WHAT YOU ARE ASKED TO DO ->
Repeat every record word for word and omit the images.

EXCERPTED RECORDS ->
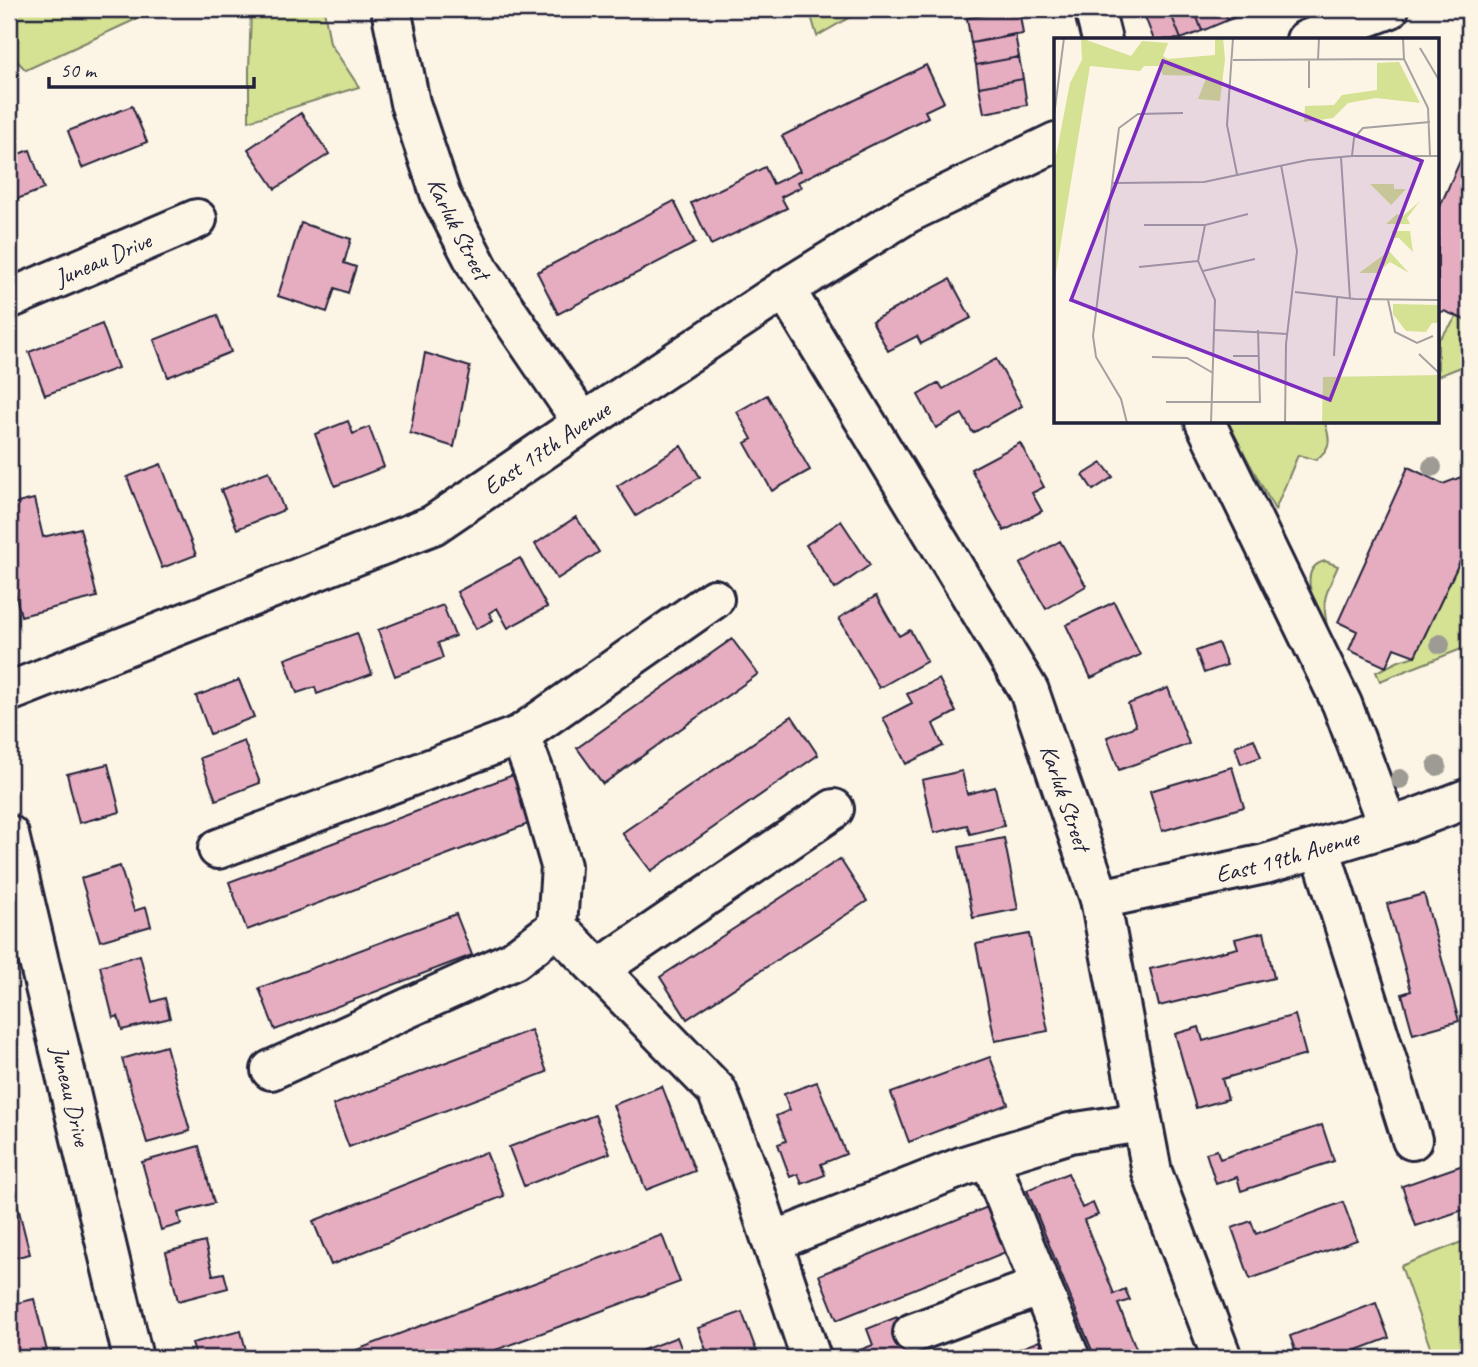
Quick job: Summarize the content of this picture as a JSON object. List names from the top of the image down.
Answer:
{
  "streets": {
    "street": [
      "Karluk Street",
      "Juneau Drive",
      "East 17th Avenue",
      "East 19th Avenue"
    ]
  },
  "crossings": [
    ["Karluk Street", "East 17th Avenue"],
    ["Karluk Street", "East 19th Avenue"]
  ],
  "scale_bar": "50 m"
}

RESULT OF THIS EXERCISE ->
Quick job: Summarize the content of this picture as a JSON object. List names from the top of the image down.
Answer:
{
  "streets": {
    "street": [
      "Karluk Street",
      "Juneau Drive",
      "East 17th Avenue",
      "East 19th Avenue"
    ]
  },
  "crossings": [
    ["Karluk Street", "East 17th Avenue"],
    ["Karluk Street", "East 19th Avenue"]
  ],
  "scale_bar": "50 m"
}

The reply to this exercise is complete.